Dataset entries
====

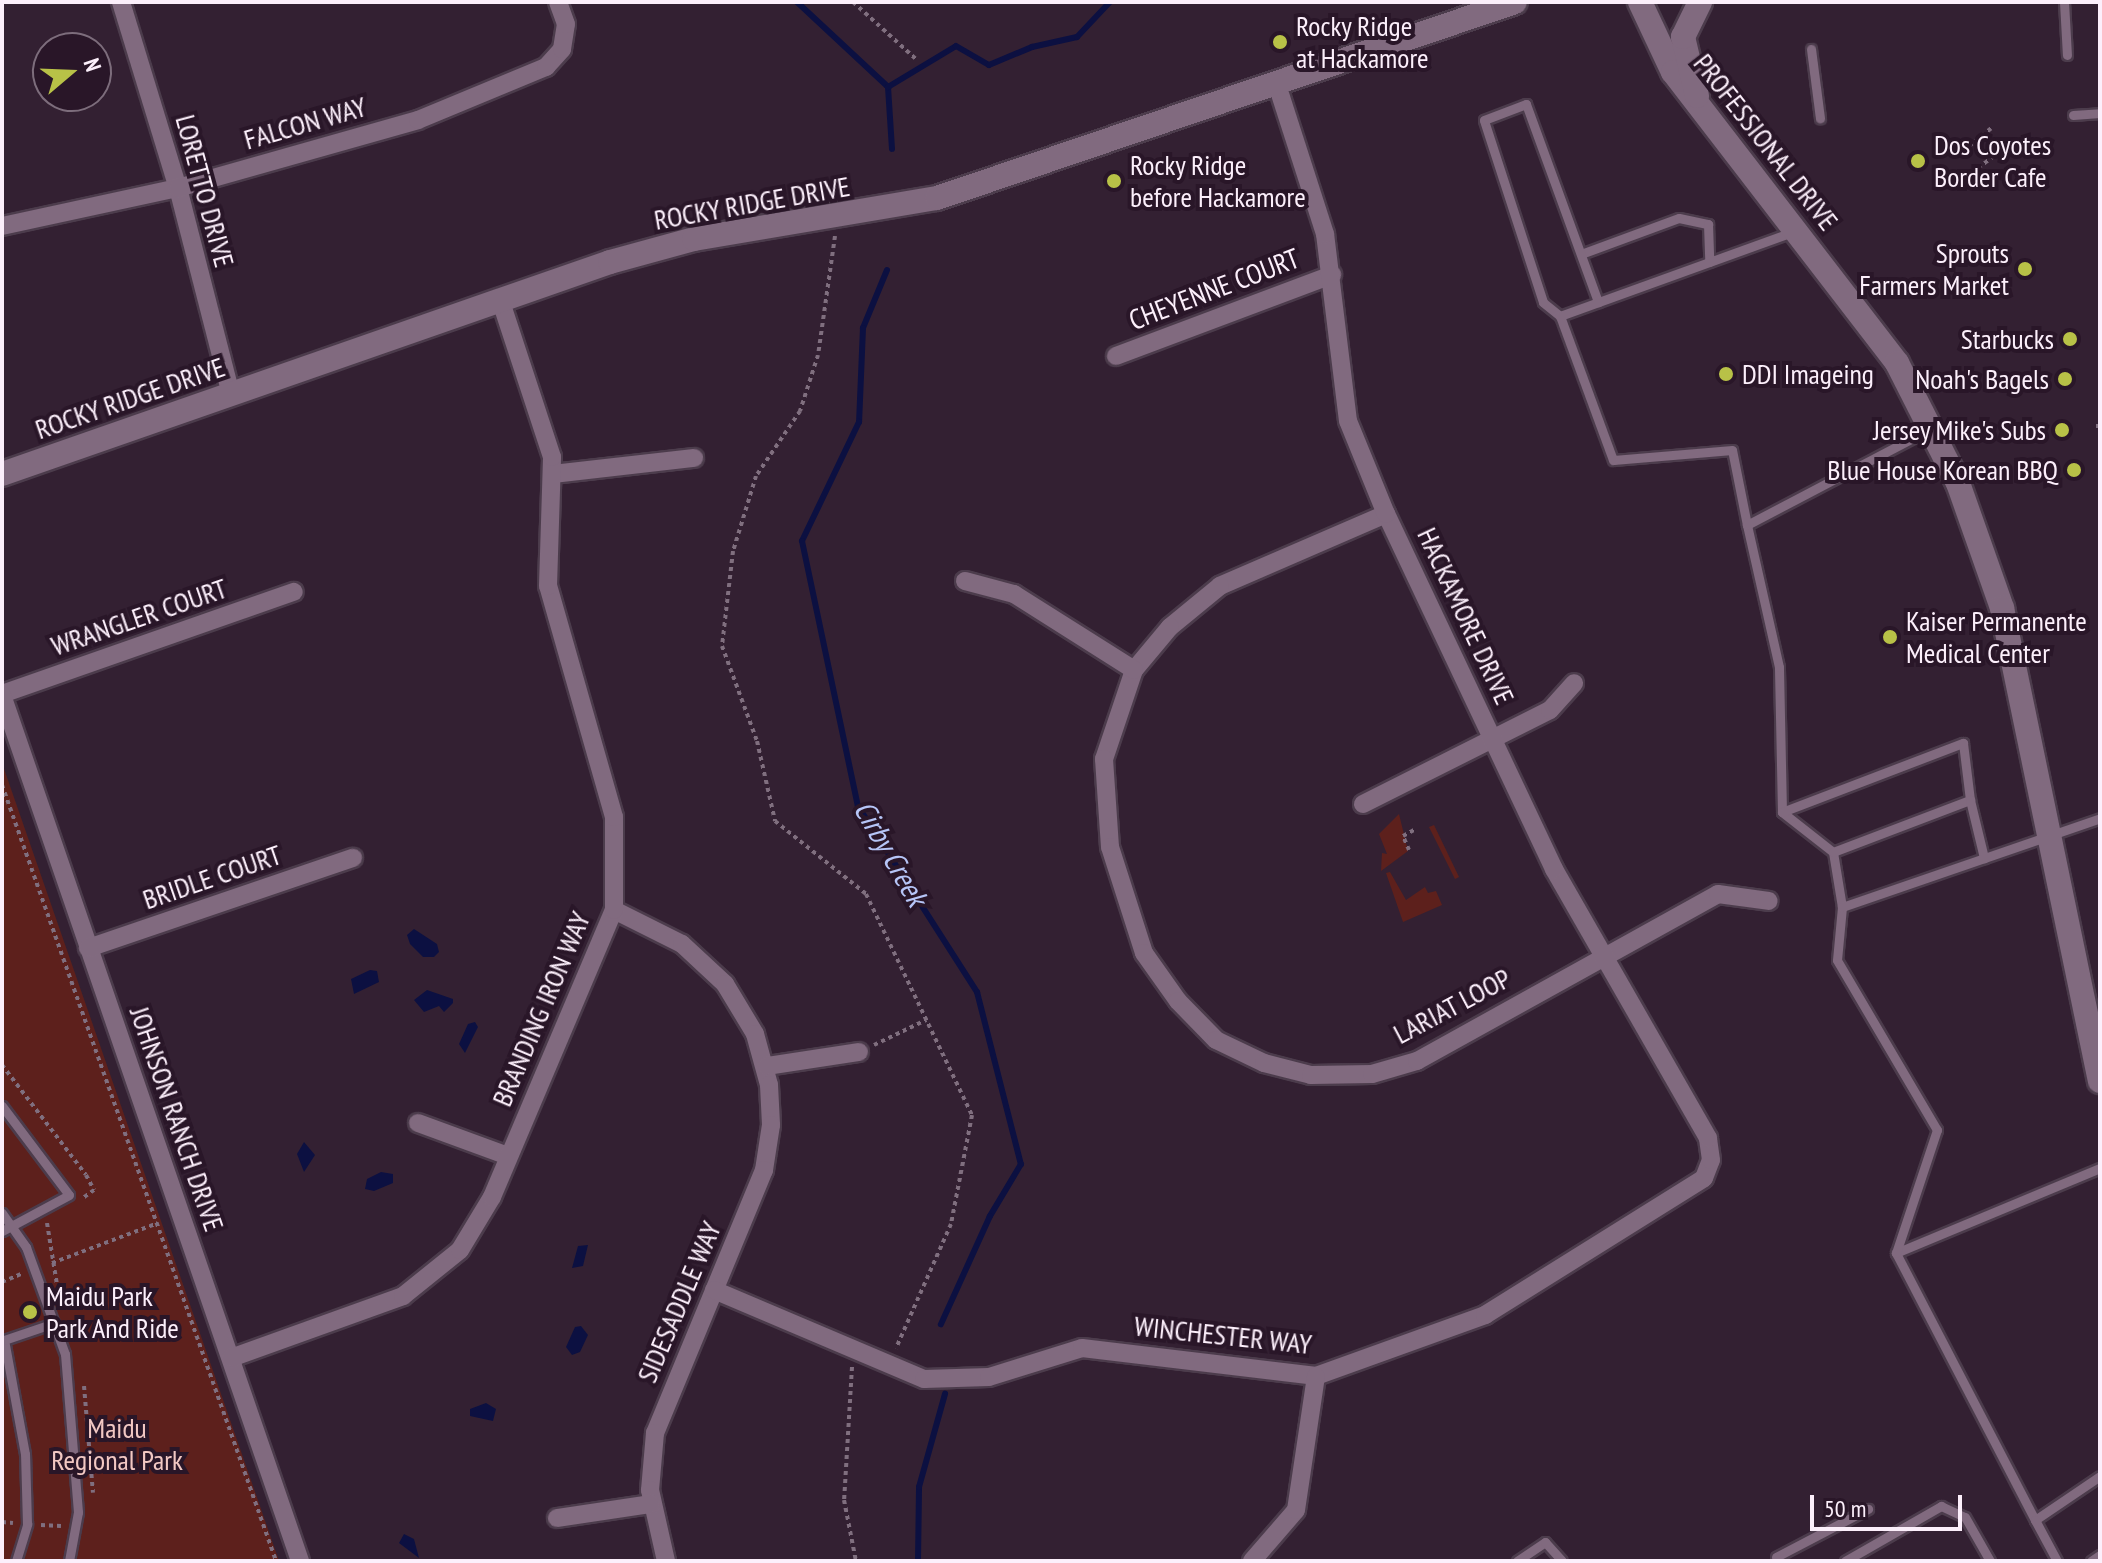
<!DOCTYPE html>
<style>
body{margin:0}
#map{position:relative;width:2102px;height:1563px;overflow:hidden;background:#332032;font-family:"PT Sans Narrow",sans-serif}
div>[style]{position:absolute}
[style*='--x']{left:calc(var(--x)*1px);top:calc(var(--y)*1px);width:calc(var(--w)*1px);rotate:calc(var(--a)*1deg)}
.green>*{inset:0;background:#5d201c}
.water>*{inset:0;background:#0c1041}
.stream>*{height:6px;margin:-3px;padding:0 3px;transform-origin:3px;border-radius:3px;background:#0c1041}
.path>*{height:4px;margin-top:-2px;transform-origin:0;background:repeating-linear-gradient(90deg,#806f7f 0 4px,transparent 0 8px)}
.roads{filter:drop-shadow(2px 0 #4c3c4c) drop-shadow(-2px 0 #4c3c4c) drop-shadow(0 2px #4c3c4c) drop-shadow(0 -2px #4c3c4c)}
.lane>*{height:9px;margin:-4.5px;padding:0 4.5px;transform-origin:4.5px;border-radius:4.5px;background:#816a7f}
.street>*{height:18px;margin:-9px;padding:0 9px;transform-origin:9px;border-radius:9px;background:#816a7f}
.secondary>*{height:24px;margin:-12px;padding:0 12px;transform-origin:12px;border-radius:12px;background:#816a7f}
.dots>*{width:22px;height:22px;translate:-50% -50%;box-sizing:border-box;border:4px solid #291628;border-radius:50%}
span{translate:-50% -50%;white-space:nowrap;text-align:center;line-height:1.15;-webkit-text-stroke:8px #291628;paint-order:stroke}
.poi-label{font-size:28px;color:#fceffb}
.left{translate:0 -50%;text-align:left}
.right{translate:-100% -50%;text-align:right}
.street-label{font-size:28px;color:#fceffb}
.park-label{font-size:28px;color:#f2c8c3}
.water-label{font-size:30px;color:#b6c5f7;font-style:italic}
.frame{position:absolute;inset:0;border:4px solid #fceffb;pointer-events:none}
.north{position:absolute;left:32px;top:32px;width:80px;height:80px;box-sizing:border-box;background:#291628;border:2px solid #7d6d7c;border-radius:50%;rotate:71deg;font-size:22px;font-weight:700;line-height:32px;text-align:center;color:#fceffb}
.north::after{content:'';display:block;margin:auto;width:28px;height:36px;background:#b8c147;clip-path:polygon(50% 0,100% 100%,50% 72%,0 100%)}
.scale{position:absolute;left:1810px;top:1495px;width:152px;height:36px;box-sizing:border-box;border:4px solid #fceffb;border-top:0;padding-left:10px;font-size:24px;line-height:28px;white-space:nowrap;color:#fceffb;-webkit-text-stroke:6px #291628;paint-order:stroke}
</style>
<div id="map">
<div class="green">
<i style="clip-path:polygon(2px 763px,279px 1561px,2px 1561px)"></i>
<i style="clip-path:polygon(1399px 814px,1408px 851px,1381px 871px,1382px 853px,1387px 854px,1379px 834px)"></i>
<i style="clip-path:polygon(1434px 825px,1459px 877px,1455px 879px,1429px 827px)"></i>
<i style="clip-path:polygon(1390px 872px,1406px 900px,1425px 887px,1428px 893px,1436px 891px,1442px 905px,1403px 922px,1386px 873px)"></i>
</div>
<div class="water">
<i style="clip-path:polygon(414px 929px,437px 944px,439px 952px,434px 957px,423px 957px,410px 944px,407px 935px)"></i>
<i style="clip-path:polygon(370px 970px,377px 971px,379px 982px,354px 994px,351px 979px)"></i>
<i style="clip-path:polygon(427px 990px,453px 999px,453px 1003px,444px 1012px,439px 1006px,424px 1012px,414px 1000px)"></i>
<i style="clip-path:polygon(475px 1022px,478px 1027px,465px 1053px,459px 1044px,468px 1024px)"></i>
<i style="clip-path:polygon(304px 1142px,315px 1155px,304px 1172px,297px 1154px)"></i>
<i style="clip-path:polygon(381px 1172px,393px 1174px,393px 1183px,374px 1191px,365px 1189px,367px 1179px)"></i>
<i style="clip-path:polygon(588px 1245px,583px 1266px,572px 1268px,578px 1246px)"></i>
<i style="clip-path:polygon(581px 1326px,588px 1335px,580px 1352px,572px 1355px,566px 1347px,575px 1327px)"></i>
<i style="clip-path:polygon(486px 1403px,496px 1409px,493px 1421px,470px 1416px,470px 1409px)"></i>
<i style="clip-path:polygon(404px 1534px,414px 1539px,419px 1558px,399px 1543px)"></i>
</div>
<div class="stream">
<i style="--x:797;--y:2;--w:125;--a:43"></i>
<i style="--x:888;--y:87;--w:62;--a:86.3"></i>
<i style="--x:888;--y:87;--w:79;--a:-31.1"></i>
<i style="--x:956;--y:46;--w:38;--a:30"></i>
<i style="--x:989;--y:65;--w:47;--a:-22.7"></i>
<i style="--x:1032;--y:47;--w:46;--a:-12.5"></i>
<i style="--x:1077;--y:37;--w:48;--a:-46.7"></i>
<i style="--x:887;--y:270;--w:63;--a:112.5"></i>
<i style="--x:863;--y:328;--w:94;--a:92.4"></i>
<i style="--x:859;--y:422;--w:132;--a:115.6"></i>
<i style="--x:802;--y:541;--w:271;--a:78.1"></i>
<i style="--x:858;--y:806;--w:221;--a:57.4"></i>
<i style="--x:977;--y:992;--w:178;--a:75.7"></i>
<i style="--x:1021;--y:1164;--w:61;--a:120.8"></i>
<i style="--x:990;--y:1216;--w:119;--a:114.4"></i>
<i style="--x:918;--y:1561;--w:74;--a:-89.2"></i>
<i style="--x:919;--y:1487;--w:97;--a:-74.4"></i>
</div>
<div class="path">
<i style="--x:853;--y:2;--w:86;--a:42.2"></i>
<i style="--x:1963;--y:151;--w:36;--a:-39"></i>
<i style="--x:1978;--y:168;--w:34;--a:-37"></i>
<i style="--x:835;--y:236;--w:120;--a:98.1"></i>
<i style="--x:818;--y:355;--w:59;--a:107.8"></i>
<i style="--x:800;--y:411;--w:78;--a:124.1"></i>
<i style="--x:756;--y:476;--w:78;--a:107"></i>
<i style="--x:733;--y:551;--w:96;--a:96.6"></i>
<i style="--x:722;--y:646;--w:101;--a:69.8"></i>
<i style="--x:757;--y:741;--w:82;--a:77.3"></i>
<i style="--x:775;--y:821;--w:117;--a:38.7"></i>
<i style="--x:866;--y:894;--w:245;--a:64.4"></i>
<i style="--x:972;--y:1115;--w:111;--a:100.9"></i>
<i style="--x:951;--y:1224;--w:136;--a:113.9"></i>
<i style="--x:2096;--y:426;--w:4;--a:0"></i>
<i style="--x:2;--y:785;--w:823;--a:70.55"></i>
<i style="--x:1409;--y:850;--w:15;--a:-113"></i>
<i style="--x:1403;--y:836;--w:13;--a:-29"></i>
<i style="--x:874;--y:1045;--w:58;--a:-25.7"></i>
<i style="--x:2;--y:1065;--w:138;--a:52.6"></i>
<i style="--x:86;--y:1175;--w:17;--a:62"></i>
<i style="--x:94;--y:1190;--w:14;--a:144"></i>
<i style="--x:47;--y:1223;--w:63;--a:80.8"></i>
<i style="--x:52;--y:1263;--w:113;--a:-20.7"></i>
<i style="--x:2;--y:1282;--w:21;--a:-23"></i>
<i style="--x:852;--y:1367;--w:133;--a:93.4"></i>
<i style="--x:844;--y:1500;--w:62;--a:78.9"></i>
<i style="--x:84;--y:1386;--w:107;--a:85.2"></i>
<i style="--x:2;--y:1522;--w:11;--a:5"></i>
<i style="--x:41;--y:1525;--w:20;--a:3"></i>
</div>
<div class="roads">
<div class="lane">
<i style="--x:2064;--y:2;--w:53;--a:86.8"></i>
<i style="--x:1811;--y:49;--w:70;--a:82.6"></i>
<i style="--x:2073;--y:115;--w:27;--a:-4"></i>
<i style="--x:1581;--y:254;--w:104;--a:-20.2"></i>
<i style="--x:1679;--y:218;--w:30;--a:12"></i>
<i style="--x:1708;--y:224;--w:38;--a:88"></i>
<i style="--x:1560;--y:316;--w:22;--a:-141"></i>
<i style="--x:1543;--y:302;--w:191;--a:-108"></i>
<i style="--x:1484;--y:120;--w:45;--a:-20.9"></i>
<i style="--x:1526;--y:104;--w:211;--a:70"></i>
<i style="--x:1747;--y:525;--w:76;--a:-101.3"></i>
<i style="--x:1732;--y:450;--w:119;--a:175.2"></i>
<i style="--x:1613;--y:460;--w:153;--a:-110.2"></i>
<i style="--x:1560;--y:316;--w:247;--a:-19.9"></i>
<i style="--x:1782;--y:812;--w:145;--a:-91.2"></i>
<i style="--x:1779;--y:667;--w:146;--a:-102.7"></i>
<i style="--x:1747;--y:525;--w:207;--a:-27.7"></i>
<i style="--x:1833;--y:852;--w:65;--a:-141.9"></i>
<i style="--x:1782;--y:812;--w:194;--a:-20.9"></i>
<i style="--x:1963;--y:743;--w:57;--a:83"></i>
<i style="--x:1842;--y:907;--w:56;--a:-99.3"></i>
<i style="--x:1833;--y:852;--w:147;--a:-20.8"></i>
<i style="--x:1970;--y:800;--w:60;--a:76.4"></i>
<i style="--x:2;--y:1106;--w:111;--a:53"></i>
<i style="--x:69;--y:1195;--w:76;--a:151.8"></i>
<i style="--x:2100;--y:1168;--w:221;--a:157.4"></i>
<i style="--x:1896;--y:1253;--w:301;--a:62.5"></i>
<i style="--x:2035;--y:1520;--w:78;--a:-34.1"></i>
<i style="--x:2;--y:1213;--w:42;--a:54.8"></i>
<i style="--x:26;--y:1247;--w:114;--a:70"></i>
<i style="--x:65;--y:1354;--w:159;--a:85.3"></i>
<i style="--x:78;--y:1512;--w:50;--a:100.4"></i>
<i style="--x:1896;--y:1253;--w:130;--a:-71.6"></i>
<i style="--x:1937;--y:1130;--w:197;--a:-120.5"></i>
<i style="--x:1837;--y:960;--w:53;--a:-84.6"></i>
<i style="--x:1842;--y:907;--w:273;--a:-19"></i>
<i style="--x:2035;--y:1520;--w:47;--a:61.8"></i>
<i style="--x:1776;--y:1557;--w:104;--a:-27.6"></i>
<i style="--x:16;--y:1561;--w:39;--a:-73"></i>
<i style="--x:27;--y:1524;--w:70;--a:-91.6"></i>
<i style="--x:25;--y:1454;--w:116;--a:-100.4"></i>
<i style="--x:4;--y:1340;--w:53;--a:-18.8"></i>
<i style="--x:1517;--y:1561;--w:34;--a:-34"></i>
<i style="--x:1545;--y:1542;--w:25;--a:48"></i>
<i style="--x:1845;--y:1561;--w:111;--a:-29.8"></i>
<i style="--x:1941;--y:1506;--w:26;--a:25"></i>
<i style="--x:1965;--y:1517;--w:51;--a:60.4"></i>
<i style="--x:2091;--y:1561;--w:11;--a:-34"></i>
</div>
<div class="street">
<i style="--x:121;--y:2;--w:195;--a:73"></i>
<i style="--x:178;--y:188;--w:214;--a:75.6"></i>
<i style="--x:2;--y:226;--w:180;--a:-12.2"></i>
<i style="--x:178;--y:188;--w:249;--a:-15.8"></i>
<i style="--x:418;--y:120;--w:139;--a:-22.5"></i>
<i style="--x:546;--y:67;--w:24;--a:-48"></i>
<i style="--x:562;--y:49;--w:25;--a:-81"></i>
<i style="--x:566;--y:24;--w:23;--a:-110"></i>
<i style="--x:1116;--y:356;--w:231;--a:-20.6"></i>
<i style="--x:553;--y:474;--w:142;--a:-6.5"></i>
<i style="--x:1386;--y:514;--w:181;--a:156.6"></i>
<i style="--x:1220;--y:586;--w:65;--a:140.6"></i>
<i style="--x:1170;--y:627;--w:56;--a:129.9"></i>
<i style="--x:1134;--y:670;--w:94;--a:108.6"></i>
<i style="--x:1104;--y:759;--w:88;--a:86.1"></i>
<i style="--x:1110;--y:847;--w:111;--a:72.2"></i>
<i style="--x:1144;--y:953;--w:59;--a:54.7"></i>
<i style="--x:1178;--y:1001;--w:54;--a:45.7"></i>
<i style="--x:1216;--y:1040;--w:53;--a:25.6"></i>
<i style="--x:1264;--y:1063;--w:49;--a:14.3"></i>
<i style="--x:1311;--y:1075;--w:61;--a:-0.9"></i>
<i style="--x:1372;--y:1074;--w:47;--a:-16.1"></i>
<i style="--x:1417;--y:1061;--w:344;--a:-29"></i>
<i style="--x:1718;--y:894;--w:51;--a:7.8"></i>
<i style="--x:965;--y:581;--w:51;--a:14.9"></i>
<i style="--x:1014;--y:594;--w:142;--a:32.3"></i>
<i style="--x:2;--y:694;--w:309;--a:-19.3"></i>
<i style="--x:2;--y:695;--w:916;--a:71.01"></i>
<i style="--x:1363;--y:804;--w:209;--a:-26.7"></i>
<i style="--x:1550;--y:710;--w:36;--a:-48"></i>
<i style="--x:614;--y:910;--w:76;--a:26.6"></i>
<i style="--x:682;--y:944;--w:59;--a:42.9"></i>
<i style="--x:725;--y:984;--w:58;--a:59"></i>
<i style="--x:755;--y:1034;--w:53;--a:74.6"></i>
<i style="--x:769;--y:1085;--w:40;--a:87.1"></i>
<i style="--x:771;--y:1125;--w:46;--a:98.8"></i>
<i style="--x:764;--y:1170;--w:285;--a:112.5"></i>
<i style="--x:655;--y:1433;--w:57;--a:95"></i>
<i style="--x:650;--y:1490;--w:73;--a:77.3"></i>
<i style="--x:88;--y:948;--w:280;--a:-18.8"></i>
<i style="--x:767;--y:1066;--w:93;--a:-8.7"></i>
<i style="--x:418;--y:1123;--w:96;--a:20.1"></i>
<i style="--x:714;--y:1290;--w:228;--a:23"></i>
<i style="--x:924;--y:1379;--w:65;--a:-1.8"></i>
<i style="--x:989;--y:1377;--w:97;--a:-17.3"></i>
<i style="--x:1082;--y:1348;--w:236;--a:6.8"></i>
<i style="--x:1316;--y:1376;--w:180;--a:-19.8"></i>
<i style="--x:1485;--y:1315;--w:258;--a:-32"></i>
<i style="--x:1704;--y:1178;--w:19;--a:-69"></i>
<i style="--x:1711;--y:1160;--w:22;--a:-98"></i>
<i style="--x:1708;--y:1138;--w:310;--a:-119.8"></i>
<i style="--x:1554;--y:869;--w:393;--a:-115.3"></i>
<i style="--x:1386;--y:514;--w:100;--a:-112.2"></i>
<i style="--x:1348;--y:421;--w:188;--a:-97"></i>
<i style="--x:1325;--y:234;--w:161;--a:-107.8"></i>
<i style="--x:231;--y:1358;--w:183;--a:-19.8"></i>
<i style="--x:403;--y:1296;--w:73;--a:-38.9"></i>
<i style="--x:460;--y:1250;--w:62;--a:-58.9"></i>
<i style="--x:492;--y:1197;--w:312;--a:-67"></i>
<i style="--x:614;--y:910;--w:93;--a:-90"></i>
<i style="--x:614;--y:817;--w:240;--a:-105.9"></i>
<i style="--x:548;--y:586;--w:129;--a:-88.2"></i>
<i style="--x:552;--y:457;--w:166;--a:-108.2"></i>
<i style="--x:557;--y:1518;--w:95;--a:-8.5"></i>
<i style="--x:1252;--y:1561;--w:67;--a:-49.2"></i>
<i style="--x:1296;--y:1510;--w:135;--a:-81.5"></i>
</div>
<div class="secondary">
<i style="--x:1640;--y:2;--w:77;--a:64.8"></i>
<i style="--x:1673;--y:72;--w:367;--a:52.4"></i>
<i style="--x:1897;--y:363;--w:135;--a:63.1"></i>
<i style="--x:1958;--y:483;--w:133;--a:70.6"></i>
<i style="--x:2002;--y:608;--w:483;--a:78.3"></i>
<i style="--x:1697;--y:96;--w:61;--a:-103.3"></i>
<i style="--x:1683;--y:37;--w:39;--a:-64"></i>
<i style="--x:2;--y:474;--w:644;--a:-19.22"></i>
<i style="--x:610;--y:262;--w:87;--a:-15.3"></i>
<i style="--x:694;--y:239;--w:246;--a:-9.6"></i>
<i style="--x:937;--y:198;--w:610;--a:-18.73"></i>
</div>
</div>
<div class="dots">
<i style="left:1280px;top:42px;background:#b8c147"></i>
<i style="left:1918px;top:161px;background:#b8c147"></i>
<i style="left:1114px;top:181px;background:#b8c147"></i>
<i style="left:2025px;top:269px;background:#b8c147"></i>
<i style="left:2070px;top:339px;background:#b8c147"></i>
<i style="left:1726px;top:374px;background:#b8c147"></i>
<i style="left:2065px;top:379px;background:#b8c147"></i>
<i style="left:2062px;top:430px;background:#b8c147"></i>
<i style="left:2074px;top:470px;background:#b8c147"></i>
<i style="left:1890px;top:637px;background:#b8c147"></i>
<i style="left:30px;top:1312px;background:#b8c147"></i>
</div>
<div class="poi-label">
<span class="left" style="left:1296px;top:42px">Rocky Ridge<br>at Hackamore</span>
<span class="left" style="left:1934px;top:161px">Dos Coyotes<br>Border Cafe</span>
<span class="left" style="left:1130px;top:181px">Rocky Ridge<br>before Hackamore</span>
<span class="right" style="left:2009px;top:269px">Sprouts<br>Farmers Market</span>
<span class="right" style="left:2054px;top:339px">Starbucks</span>
<span class="left" style="left:1742px;top:374px">DDI Imageing</span>
<span class="right" style="left:2049px;top:379px">Noah's Bagels</span>
<span class="right" style="left:2046px;top:430px">Jersey Mike's Subs</span>
<span class="right" style="left:2058px;top:470px">Blue House Korean BBQ</span>
<span class="left" style="left:1906px;top:637px">Kaiser Permanente<br>Medical Center</span>
<span class="left" style="left:46px;top:1312px">Maidu Park<br>Park And Ride</span>
</div>
<div class="street-label">
<span style="left:305px;top:123px;rotate:-16deg">FALCON WAY</span>
<span style="left:1766px;top:142px;rotate:52deg">PROFESSIONAL DRIVE</span>
<span style="left:205px;top:191px;rotate:75deg">LORETTO DRIVE</span>
<span style="left:752px;top:203px;rotate:-10deg">ROCKY RIDGE DRIVE</span>
<span style="left:1214px;top:289px;rotate:-21deg">CHEYENNE COURT</span>
<span style="left:130px;top:398px;rotate:-19deg">ROCKY RIDGE DRIVE</span>
<span style="left:1466px;top:616px;rotate:65deg">HACKAMORE DRIVE</span>
<span style="left:139px;top:617px;rotate:-19deg">WRANGLER COURT</span>
<span style="left:212px;top:877px;rotate:-19deg">BRIDLE COURT</span>
<span style="left:1452px;top:1006px;rotate:-28deg">LARIAT LOOP</span>
<span style="left:541px;top:1009px;rotate:-67deg">BRANDING IRON WAY</span>
<span style="left:177px;top:1119px;rotate:71deg">JOHNSON RANCH DRIVE</span>
<span style="left:679px;top:1302px;rotate:-67deg">SIDESADDLE WAY</span>
<span style="left:1223px;top:1335px;rotate:6deg">WINCHESTER WAY</span>
</div>
<div class="park-label">
<span style="left:117px;top:1444px">Maidu<br>Regional Park</span>
</div>
<div class="water-label">
<span style="left:891px;top:853px;rotate:60deg">Cirby Creek</span>
</div>
<div class="frame"></div>
<div class="north">N</div>
<div class="scale">50 m</div>
</div>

====

→ What is being asked: Among the lines above, list those that contain the word "scale".

→ Solved exercise:
.scale{position:absolute;left:1810px;top:1495px;width:152px;height:36px;box-sizing:border-box;border:4px solid #fceffb;border-top:0;padding-left:10px;font-size:24px;line-height:28px;white-space:nowrap;color:#fceffb;-webkit-text-stroke:6px #291628;paint-order:stroke}
<div class="scale">50 m</div>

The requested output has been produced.